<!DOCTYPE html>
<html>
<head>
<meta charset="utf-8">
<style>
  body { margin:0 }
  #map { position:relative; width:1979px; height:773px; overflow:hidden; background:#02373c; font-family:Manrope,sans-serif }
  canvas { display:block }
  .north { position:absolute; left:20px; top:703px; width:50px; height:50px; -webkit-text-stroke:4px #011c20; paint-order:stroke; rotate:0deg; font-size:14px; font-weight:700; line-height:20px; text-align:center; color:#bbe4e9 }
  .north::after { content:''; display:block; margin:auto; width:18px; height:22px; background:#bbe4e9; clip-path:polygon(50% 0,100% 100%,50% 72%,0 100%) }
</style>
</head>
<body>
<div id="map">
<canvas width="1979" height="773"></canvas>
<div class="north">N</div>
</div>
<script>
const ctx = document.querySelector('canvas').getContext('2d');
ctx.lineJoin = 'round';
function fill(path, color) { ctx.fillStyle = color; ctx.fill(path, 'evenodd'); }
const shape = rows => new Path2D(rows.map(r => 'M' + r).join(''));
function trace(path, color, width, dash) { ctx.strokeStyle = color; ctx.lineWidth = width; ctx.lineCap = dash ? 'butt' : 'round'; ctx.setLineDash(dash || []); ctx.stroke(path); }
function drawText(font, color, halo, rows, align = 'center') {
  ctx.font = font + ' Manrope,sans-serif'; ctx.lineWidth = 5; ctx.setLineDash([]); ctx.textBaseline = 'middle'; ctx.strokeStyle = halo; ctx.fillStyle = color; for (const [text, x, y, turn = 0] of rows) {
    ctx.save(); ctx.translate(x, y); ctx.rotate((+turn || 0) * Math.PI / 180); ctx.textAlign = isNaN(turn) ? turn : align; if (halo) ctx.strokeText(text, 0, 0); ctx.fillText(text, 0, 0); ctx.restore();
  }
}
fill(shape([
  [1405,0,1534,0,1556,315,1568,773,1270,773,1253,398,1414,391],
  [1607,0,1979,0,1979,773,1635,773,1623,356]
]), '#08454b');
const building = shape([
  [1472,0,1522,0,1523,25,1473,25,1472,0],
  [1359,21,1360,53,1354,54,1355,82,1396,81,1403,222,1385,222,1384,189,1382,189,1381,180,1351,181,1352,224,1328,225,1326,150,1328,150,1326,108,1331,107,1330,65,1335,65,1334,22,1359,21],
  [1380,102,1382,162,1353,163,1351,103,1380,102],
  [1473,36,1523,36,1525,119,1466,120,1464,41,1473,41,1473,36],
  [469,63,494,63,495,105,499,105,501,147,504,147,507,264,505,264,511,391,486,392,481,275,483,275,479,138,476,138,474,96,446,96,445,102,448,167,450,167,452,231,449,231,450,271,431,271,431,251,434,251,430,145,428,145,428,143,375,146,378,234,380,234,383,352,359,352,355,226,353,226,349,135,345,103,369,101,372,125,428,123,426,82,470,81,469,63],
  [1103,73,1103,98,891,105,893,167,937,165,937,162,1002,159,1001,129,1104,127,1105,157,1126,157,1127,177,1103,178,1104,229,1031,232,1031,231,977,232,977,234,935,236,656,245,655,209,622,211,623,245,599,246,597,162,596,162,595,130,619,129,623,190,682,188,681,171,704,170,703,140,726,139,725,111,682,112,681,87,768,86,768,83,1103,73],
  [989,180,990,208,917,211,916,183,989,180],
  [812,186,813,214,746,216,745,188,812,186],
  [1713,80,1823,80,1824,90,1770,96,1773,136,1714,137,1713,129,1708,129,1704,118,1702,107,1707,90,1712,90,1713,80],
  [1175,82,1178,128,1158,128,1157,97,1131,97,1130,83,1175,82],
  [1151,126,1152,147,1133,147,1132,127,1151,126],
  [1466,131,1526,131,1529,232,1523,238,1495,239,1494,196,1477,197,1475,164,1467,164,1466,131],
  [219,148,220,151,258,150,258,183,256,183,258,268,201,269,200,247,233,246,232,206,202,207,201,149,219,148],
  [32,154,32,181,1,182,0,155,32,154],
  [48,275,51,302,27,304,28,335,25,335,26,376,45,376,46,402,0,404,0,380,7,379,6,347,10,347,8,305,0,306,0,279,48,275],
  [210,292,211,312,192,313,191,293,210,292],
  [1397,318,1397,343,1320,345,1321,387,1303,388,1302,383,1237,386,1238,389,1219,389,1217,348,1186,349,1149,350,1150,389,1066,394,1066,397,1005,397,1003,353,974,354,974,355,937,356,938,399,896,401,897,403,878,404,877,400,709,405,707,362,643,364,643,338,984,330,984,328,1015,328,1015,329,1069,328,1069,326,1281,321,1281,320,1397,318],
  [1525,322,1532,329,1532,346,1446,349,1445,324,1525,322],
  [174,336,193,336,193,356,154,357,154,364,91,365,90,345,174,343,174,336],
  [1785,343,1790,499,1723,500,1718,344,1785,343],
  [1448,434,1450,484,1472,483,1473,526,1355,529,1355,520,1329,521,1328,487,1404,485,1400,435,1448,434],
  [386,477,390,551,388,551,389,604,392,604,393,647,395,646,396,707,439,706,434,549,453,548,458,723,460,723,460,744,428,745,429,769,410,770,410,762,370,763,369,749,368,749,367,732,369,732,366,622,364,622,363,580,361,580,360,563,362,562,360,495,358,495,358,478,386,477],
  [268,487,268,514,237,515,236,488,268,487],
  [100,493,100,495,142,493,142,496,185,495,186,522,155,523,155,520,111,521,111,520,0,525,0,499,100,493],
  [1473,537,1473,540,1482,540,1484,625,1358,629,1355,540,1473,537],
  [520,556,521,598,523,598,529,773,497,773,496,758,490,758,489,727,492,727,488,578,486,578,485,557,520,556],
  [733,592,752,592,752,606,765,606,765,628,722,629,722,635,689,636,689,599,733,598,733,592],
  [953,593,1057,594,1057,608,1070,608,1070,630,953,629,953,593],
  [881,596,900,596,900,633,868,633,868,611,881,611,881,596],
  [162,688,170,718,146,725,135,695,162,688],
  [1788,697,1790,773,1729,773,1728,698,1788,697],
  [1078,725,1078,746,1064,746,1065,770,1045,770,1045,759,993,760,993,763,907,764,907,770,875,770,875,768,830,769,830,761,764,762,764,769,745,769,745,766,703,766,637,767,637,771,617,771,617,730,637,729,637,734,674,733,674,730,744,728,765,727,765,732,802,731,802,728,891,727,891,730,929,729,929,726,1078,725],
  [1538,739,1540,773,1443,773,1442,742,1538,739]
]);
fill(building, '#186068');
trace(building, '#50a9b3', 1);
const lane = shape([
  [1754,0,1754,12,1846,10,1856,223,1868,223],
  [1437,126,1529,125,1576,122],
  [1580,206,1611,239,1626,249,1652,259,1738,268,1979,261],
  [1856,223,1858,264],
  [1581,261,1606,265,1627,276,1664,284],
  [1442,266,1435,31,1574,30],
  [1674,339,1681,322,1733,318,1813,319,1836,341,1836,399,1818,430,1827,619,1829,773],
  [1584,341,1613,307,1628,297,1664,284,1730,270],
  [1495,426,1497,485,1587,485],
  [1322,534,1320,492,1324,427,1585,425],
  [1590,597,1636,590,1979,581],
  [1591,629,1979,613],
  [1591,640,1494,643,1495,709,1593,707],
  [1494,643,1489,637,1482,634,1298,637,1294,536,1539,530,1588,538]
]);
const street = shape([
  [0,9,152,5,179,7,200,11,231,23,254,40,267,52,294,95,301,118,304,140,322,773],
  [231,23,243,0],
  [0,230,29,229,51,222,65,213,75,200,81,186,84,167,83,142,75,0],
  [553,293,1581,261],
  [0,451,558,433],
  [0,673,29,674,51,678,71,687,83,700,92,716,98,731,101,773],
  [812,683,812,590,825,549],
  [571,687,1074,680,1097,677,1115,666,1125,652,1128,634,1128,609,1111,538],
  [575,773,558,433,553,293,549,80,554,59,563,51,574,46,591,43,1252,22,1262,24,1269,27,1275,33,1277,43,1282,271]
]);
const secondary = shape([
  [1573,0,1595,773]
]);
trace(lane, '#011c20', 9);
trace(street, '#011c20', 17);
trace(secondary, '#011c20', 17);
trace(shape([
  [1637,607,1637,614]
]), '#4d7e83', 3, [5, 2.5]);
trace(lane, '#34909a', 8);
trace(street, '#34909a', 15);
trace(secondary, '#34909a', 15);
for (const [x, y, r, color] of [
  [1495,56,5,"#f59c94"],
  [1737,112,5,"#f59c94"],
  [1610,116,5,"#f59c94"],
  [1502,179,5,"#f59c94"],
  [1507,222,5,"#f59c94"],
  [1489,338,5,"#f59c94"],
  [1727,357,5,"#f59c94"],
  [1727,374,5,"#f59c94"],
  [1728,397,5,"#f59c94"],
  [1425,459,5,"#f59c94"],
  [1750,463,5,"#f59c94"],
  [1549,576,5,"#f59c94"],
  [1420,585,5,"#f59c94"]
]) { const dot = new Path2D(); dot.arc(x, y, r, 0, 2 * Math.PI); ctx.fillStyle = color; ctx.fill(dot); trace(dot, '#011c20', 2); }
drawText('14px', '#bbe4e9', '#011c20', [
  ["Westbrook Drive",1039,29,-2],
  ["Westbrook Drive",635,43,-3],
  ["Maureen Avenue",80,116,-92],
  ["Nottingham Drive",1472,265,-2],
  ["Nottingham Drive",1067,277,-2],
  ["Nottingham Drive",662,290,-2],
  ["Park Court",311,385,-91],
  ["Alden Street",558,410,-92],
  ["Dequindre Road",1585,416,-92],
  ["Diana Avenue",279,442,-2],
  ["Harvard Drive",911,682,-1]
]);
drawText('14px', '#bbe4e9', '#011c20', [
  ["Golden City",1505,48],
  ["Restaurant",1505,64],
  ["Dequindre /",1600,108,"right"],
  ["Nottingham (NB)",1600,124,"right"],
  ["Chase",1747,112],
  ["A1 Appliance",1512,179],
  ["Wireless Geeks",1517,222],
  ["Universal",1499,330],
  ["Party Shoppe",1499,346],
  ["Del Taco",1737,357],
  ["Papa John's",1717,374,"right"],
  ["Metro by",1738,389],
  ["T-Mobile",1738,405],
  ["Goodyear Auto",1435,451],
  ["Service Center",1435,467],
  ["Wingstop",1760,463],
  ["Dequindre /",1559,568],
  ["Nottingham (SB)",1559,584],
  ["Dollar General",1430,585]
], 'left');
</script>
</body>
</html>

*WHAT THE TASK ASKS*:
Using the entries, state how many of their lines hold "right"; give the number and no more.

*OUTPUT OF THE TASK*:
3